I let out a big sigh, sis really did a job on me. I was smart enough that I knew when I was beaten. She had covered all of the possibilities, each thing she had done was guaranteed to be long lasting and not easily covered or disguised. I decided I need to admit defeat and beg her for some mercy. Mercy that I fully expected to be denied me.

You have succeeded in getting even, then some. I deserve what you have dished out, and I have learned my lesson. I will abide by your wishes for the summer, I just hope this ends before school starts again. In a way I am glad to get out of going to the boy’s camp. Last year was a nightmare, maybe this is a gift from above.”

Angela stated “You still have to do a few things, you really have no choice in the matter, but I think after a few weeks you might see the wisdom of them. Tomorrow you have a salon appointment, it will help make you fit perfect into the role of a young female.

I had heard from the other counselors about your camp last year, no one should have to put up with things like that. Me doing this is twofold, I get my payback and you get a chance to experience camp as it should be. Mom does know a little, that is why you are coming with me this year. The fact that I get a sister and get even at the same time is just icing on the cake for me.”

As you might have guessed you will be coming to the girl’s camp with me, so when our parents announce it later act surprised. I am happy with my payback, and I will in the future look out for you, and ensure no more long lasting detrimental effects from this. I am pretty sure you will end up with a friend or two, maybe even have a little fun this summer. So relax and enjoy the summer.”

Now let’s get your top back on properly and go to dinner. Until we go shopping tomorrow you have no clothes, Mom thinks I have them locked up, in reality I have thrown them away. I am going to enjoy getting even all summer, so Georgia let’s head to dinner.”

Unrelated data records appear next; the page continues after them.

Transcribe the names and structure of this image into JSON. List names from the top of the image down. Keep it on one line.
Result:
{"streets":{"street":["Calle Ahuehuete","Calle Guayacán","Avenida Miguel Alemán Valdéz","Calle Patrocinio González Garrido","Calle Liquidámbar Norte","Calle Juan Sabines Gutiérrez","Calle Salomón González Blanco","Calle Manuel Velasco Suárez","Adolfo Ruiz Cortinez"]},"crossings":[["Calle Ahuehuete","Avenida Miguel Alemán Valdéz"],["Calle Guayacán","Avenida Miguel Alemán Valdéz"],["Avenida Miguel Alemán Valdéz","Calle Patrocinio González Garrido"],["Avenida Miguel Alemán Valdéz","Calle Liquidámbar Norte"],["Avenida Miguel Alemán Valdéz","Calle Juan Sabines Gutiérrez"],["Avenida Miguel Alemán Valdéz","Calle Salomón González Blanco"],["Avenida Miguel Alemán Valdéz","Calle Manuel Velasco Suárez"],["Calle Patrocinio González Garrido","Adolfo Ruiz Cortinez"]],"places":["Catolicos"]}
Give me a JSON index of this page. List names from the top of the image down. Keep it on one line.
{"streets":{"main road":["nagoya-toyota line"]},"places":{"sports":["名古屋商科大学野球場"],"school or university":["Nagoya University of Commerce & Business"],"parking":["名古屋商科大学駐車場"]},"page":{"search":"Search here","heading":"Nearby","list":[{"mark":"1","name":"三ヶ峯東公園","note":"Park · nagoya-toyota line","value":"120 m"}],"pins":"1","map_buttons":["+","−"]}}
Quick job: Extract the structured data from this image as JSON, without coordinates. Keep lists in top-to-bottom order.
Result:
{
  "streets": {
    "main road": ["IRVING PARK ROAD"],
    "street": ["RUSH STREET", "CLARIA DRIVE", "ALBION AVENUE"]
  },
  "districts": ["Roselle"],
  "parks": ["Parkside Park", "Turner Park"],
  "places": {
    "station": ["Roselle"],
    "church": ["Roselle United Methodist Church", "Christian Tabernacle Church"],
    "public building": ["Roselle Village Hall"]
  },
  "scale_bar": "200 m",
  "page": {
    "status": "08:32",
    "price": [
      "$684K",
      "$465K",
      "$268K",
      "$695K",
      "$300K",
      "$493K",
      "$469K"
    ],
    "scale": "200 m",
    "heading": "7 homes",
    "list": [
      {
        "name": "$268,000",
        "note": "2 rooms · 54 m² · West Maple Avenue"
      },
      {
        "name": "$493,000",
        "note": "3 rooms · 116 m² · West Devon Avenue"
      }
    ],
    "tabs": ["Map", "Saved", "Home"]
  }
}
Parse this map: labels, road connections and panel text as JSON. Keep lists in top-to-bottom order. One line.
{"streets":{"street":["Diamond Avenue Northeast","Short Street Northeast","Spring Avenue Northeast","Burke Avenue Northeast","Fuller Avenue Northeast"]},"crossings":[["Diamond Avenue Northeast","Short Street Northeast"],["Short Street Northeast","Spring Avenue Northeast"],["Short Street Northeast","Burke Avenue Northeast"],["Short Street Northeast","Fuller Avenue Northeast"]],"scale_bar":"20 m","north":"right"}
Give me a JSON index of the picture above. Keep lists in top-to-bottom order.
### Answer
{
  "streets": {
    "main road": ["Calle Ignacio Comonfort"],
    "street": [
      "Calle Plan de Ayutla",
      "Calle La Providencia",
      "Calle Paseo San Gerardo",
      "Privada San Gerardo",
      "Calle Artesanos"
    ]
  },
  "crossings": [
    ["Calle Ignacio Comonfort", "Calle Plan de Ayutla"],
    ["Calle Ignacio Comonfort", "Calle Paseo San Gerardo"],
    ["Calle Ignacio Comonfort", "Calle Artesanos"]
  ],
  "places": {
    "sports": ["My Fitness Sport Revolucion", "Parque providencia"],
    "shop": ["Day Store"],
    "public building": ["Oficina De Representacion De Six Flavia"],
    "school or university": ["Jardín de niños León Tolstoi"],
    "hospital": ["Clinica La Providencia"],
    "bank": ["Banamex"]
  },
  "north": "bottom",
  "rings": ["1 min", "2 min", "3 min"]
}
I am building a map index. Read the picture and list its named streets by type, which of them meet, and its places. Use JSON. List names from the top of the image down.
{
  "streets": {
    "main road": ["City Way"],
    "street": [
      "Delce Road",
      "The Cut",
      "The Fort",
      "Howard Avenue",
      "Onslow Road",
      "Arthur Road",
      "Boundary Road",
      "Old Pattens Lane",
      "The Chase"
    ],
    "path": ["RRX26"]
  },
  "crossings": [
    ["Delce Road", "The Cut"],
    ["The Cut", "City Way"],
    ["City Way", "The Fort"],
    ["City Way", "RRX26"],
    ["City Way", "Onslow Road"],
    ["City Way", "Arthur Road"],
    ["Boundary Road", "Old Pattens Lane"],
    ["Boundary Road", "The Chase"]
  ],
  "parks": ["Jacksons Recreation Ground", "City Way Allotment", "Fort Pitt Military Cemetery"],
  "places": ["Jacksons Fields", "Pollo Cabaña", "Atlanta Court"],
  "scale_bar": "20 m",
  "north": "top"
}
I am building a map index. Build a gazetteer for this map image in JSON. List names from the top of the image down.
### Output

When Dad got a look at me when he arrived home a smirk came to his face immediately. Like Mom he knew that I had been dealt with, so he made no further remarks. Dinner was excellent as usual, but an unusual quiet fell over the assembled group, each thinking of scenarios and possible solutions on what to do with me. The dynamics of this summer had been changed, very few things that had been planned could go unaltered.

Both Mom and Dad did reiterate that their long awaited second honeymoon would not suffer any changes. This is something that they had been planning for two years, and they were doing it no matter what. Although Sis had told Mom of some of the trouble I had at camp, Dad was not told anything. In a way that was probably better, his direct confrontation on anything that was not as it should be would have made problems if he got involved and then I was sent to the boy’s camp again.

When the girl’s camp was discussed he expressed some concern on the disguise. He did not want me caught, a lone male in a female only setting. But then my lack of anything male functioning was explained and he laughed at my expense. He told Mom that next time he was arguing with her or sis he needed to be reminded of this episode. After the decision was made for me to attend the female only camp, he suggested that I willing comply with all conditions of my stay, otherwise he feared that he would be walking me down an aisle later in life at my wedding, a bride escorted by her father. I did not think that comment was very funny.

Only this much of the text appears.